__DESCRIPTION OF THE TASK__. Scan the entries line by line and return those with "grid".

• • • • •

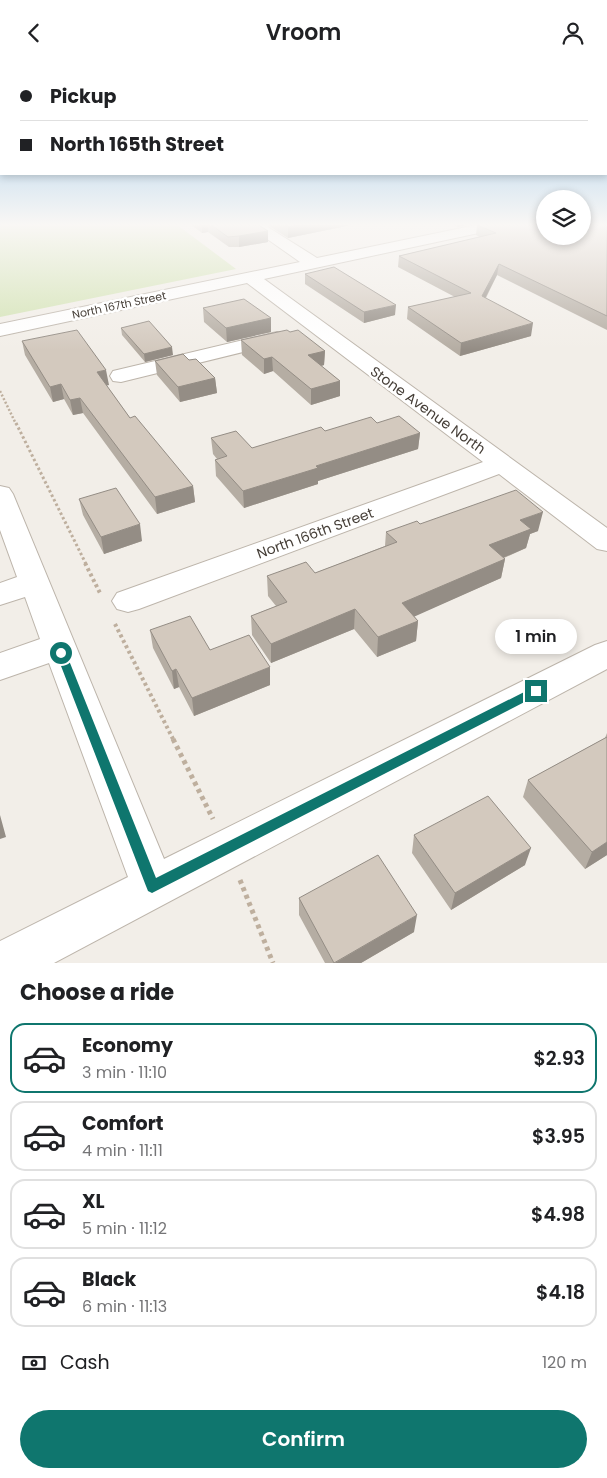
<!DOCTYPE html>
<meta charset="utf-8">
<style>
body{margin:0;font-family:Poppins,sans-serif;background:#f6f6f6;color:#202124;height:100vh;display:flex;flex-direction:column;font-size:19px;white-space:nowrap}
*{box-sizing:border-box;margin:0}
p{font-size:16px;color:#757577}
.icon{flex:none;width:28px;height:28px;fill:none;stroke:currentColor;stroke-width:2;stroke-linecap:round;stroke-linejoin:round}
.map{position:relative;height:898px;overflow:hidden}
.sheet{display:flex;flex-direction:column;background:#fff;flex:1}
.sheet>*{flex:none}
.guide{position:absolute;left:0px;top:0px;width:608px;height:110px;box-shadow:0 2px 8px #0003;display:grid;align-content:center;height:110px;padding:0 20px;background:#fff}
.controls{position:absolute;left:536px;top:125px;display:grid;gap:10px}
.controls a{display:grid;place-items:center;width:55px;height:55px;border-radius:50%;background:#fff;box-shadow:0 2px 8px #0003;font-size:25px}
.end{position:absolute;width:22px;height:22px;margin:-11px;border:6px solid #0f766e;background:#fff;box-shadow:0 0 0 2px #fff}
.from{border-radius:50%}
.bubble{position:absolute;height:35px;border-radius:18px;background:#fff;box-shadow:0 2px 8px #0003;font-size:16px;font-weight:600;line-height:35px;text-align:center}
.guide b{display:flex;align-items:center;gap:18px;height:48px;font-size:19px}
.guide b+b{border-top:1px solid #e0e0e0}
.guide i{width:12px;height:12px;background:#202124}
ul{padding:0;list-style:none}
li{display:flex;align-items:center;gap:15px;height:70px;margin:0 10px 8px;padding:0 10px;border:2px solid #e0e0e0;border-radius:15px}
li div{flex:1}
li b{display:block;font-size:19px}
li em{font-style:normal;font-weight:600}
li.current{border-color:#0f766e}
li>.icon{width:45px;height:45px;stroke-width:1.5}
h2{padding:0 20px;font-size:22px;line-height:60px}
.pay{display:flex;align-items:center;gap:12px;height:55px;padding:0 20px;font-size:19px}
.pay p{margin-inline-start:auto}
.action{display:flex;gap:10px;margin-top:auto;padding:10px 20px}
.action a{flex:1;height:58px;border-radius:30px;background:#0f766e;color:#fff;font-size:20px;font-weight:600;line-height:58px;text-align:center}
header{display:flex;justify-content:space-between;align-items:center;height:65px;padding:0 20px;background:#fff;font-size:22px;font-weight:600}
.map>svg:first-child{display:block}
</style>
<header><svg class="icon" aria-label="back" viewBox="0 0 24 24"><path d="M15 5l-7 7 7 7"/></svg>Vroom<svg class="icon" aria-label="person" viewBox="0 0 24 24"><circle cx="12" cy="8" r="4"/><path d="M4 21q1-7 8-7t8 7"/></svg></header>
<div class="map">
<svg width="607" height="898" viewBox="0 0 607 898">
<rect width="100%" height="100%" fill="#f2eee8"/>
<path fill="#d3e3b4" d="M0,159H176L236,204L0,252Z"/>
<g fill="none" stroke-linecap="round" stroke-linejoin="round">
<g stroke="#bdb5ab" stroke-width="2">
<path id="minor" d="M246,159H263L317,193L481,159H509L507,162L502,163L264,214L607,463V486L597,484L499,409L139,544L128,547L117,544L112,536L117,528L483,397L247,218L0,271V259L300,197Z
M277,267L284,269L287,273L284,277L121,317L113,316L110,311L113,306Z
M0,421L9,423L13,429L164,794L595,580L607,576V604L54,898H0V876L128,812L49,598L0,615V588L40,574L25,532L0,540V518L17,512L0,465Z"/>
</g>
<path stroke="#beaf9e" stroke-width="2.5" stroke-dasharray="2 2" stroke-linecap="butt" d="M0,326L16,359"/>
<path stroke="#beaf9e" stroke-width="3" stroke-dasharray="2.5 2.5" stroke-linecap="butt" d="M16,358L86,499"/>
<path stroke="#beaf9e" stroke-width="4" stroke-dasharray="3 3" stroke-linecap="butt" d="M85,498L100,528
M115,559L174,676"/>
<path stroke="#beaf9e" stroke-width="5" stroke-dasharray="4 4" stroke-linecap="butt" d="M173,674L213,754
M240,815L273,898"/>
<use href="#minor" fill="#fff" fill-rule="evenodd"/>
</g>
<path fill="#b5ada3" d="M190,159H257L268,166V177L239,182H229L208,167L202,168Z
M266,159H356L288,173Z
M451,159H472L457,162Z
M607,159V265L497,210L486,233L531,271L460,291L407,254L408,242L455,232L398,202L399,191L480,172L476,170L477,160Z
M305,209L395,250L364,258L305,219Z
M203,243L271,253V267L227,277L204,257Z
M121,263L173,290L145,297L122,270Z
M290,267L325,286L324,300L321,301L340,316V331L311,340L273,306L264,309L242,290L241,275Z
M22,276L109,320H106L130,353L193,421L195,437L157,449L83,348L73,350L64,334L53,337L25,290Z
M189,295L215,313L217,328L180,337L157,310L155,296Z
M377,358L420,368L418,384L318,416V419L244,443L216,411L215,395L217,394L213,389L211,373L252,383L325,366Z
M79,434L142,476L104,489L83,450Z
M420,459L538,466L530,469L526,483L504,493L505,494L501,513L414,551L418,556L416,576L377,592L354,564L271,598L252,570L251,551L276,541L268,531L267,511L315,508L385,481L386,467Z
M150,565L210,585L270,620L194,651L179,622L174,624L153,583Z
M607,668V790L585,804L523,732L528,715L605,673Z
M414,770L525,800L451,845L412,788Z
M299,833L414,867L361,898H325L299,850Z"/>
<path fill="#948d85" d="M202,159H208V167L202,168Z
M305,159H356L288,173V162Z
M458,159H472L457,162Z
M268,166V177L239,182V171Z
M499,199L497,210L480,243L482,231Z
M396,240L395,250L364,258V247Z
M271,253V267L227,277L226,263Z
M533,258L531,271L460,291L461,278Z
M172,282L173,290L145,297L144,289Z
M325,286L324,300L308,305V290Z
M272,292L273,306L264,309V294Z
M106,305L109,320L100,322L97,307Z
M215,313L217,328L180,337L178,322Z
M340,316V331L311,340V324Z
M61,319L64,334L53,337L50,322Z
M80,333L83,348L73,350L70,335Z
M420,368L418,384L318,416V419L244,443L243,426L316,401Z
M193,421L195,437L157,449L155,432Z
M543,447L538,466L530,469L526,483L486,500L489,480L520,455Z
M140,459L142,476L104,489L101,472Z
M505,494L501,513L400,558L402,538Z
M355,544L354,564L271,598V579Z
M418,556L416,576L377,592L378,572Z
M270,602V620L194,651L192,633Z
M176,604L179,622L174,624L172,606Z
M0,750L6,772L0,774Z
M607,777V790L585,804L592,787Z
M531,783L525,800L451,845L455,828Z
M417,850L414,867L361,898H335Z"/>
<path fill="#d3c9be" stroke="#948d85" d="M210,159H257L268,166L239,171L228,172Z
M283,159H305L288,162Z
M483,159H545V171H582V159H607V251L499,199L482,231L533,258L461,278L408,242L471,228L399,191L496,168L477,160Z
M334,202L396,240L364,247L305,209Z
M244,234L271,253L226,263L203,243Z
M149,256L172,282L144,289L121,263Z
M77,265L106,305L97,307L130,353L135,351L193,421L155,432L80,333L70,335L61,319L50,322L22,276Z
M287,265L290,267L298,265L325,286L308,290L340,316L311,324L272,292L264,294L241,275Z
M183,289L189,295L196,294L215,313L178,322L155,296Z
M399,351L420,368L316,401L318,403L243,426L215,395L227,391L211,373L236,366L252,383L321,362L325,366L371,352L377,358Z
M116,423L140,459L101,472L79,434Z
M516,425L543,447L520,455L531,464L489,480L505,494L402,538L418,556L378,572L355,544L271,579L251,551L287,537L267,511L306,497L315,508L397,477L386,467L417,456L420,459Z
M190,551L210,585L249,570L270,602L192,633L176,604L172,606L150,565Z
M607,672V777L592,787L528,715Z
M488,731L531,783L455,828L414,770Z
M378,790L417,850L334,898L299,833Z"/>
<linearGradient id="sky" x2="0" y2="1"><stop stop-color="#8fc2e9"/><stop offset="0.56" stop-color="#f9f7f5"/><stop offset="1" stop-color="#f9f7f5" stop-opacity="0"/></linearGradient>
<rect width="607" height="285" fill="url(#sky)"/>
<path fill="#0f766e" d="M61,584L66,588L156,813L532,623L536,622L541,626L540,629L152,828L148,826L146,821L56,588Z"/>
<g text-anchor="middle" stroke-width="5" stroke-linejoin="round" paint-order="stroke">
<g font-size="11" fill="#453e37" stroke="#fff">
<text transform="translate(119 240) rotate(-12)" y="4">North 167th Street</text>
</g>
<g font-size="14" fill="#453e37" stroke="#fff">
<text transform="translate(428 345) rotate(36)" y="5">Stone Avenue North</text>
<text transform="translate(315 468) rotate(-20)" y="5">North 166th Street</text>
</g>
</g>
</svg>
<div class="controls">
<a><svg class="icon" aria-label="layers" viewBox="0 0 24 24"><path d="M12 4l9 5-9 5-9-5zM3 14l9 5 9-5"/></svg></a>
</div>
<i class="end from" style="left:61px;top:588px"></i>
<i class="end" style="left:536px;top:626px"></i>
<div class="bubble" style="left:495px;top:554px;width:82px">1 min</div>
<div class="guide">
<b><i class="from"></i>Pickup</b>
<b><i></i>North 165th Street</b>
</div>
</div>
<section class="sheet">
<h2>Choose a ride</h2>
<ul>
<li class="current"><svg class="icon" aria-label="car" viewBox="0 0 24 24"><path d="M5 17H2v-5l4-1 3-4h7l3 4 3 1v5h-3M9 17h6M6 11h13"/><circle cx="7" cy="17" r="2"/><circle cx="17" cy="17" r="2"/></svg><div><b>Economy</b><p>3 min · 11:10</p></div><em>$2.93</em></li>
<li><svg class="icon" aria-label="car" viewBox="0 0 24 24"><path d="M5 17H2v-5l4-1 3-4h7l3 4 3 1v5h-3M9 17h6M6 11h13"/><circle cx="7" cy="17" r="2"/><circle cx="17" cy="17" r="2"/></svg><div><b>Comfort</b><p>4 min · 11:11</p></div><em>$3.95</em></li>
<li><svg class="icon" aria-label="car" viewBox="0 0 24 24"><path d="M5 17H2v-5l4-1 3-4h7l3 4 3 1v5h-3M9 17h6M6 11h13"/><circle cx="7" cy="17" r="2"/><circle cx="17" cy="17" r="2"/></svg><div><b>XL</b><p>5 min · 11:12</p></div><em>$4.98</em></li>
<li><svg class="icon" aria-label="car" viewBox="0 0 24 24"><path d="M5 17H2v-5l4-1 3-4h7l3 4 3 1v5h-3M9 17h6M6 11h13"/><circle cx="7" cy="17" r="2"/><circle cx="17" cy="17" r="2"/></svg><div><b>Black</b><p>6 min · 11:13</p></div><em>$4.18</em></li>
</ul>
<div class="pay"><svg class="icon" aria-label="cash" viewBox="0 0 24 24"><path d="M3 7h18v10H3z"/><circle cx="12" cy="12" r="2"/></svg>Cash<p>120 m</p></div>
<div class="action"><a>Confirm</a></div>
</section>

• • • • •

__REPLY__.
.guide{position:absolute;left:0px;top:0px;width:608px;height:110px;box-shadow:0 2px 8px #0003;display:grid;align-content:center;height:110px;padding:0 20px;background:#fff}
.controls{position:absolute;left:536px;top:125px;display:grid;gap:10px}
.controls a{display:grid;place-items:center;width:55px;height:55px;border-radius:50%;background:#fff;box-shadow:0 2px 8px #0003;font-size:25px}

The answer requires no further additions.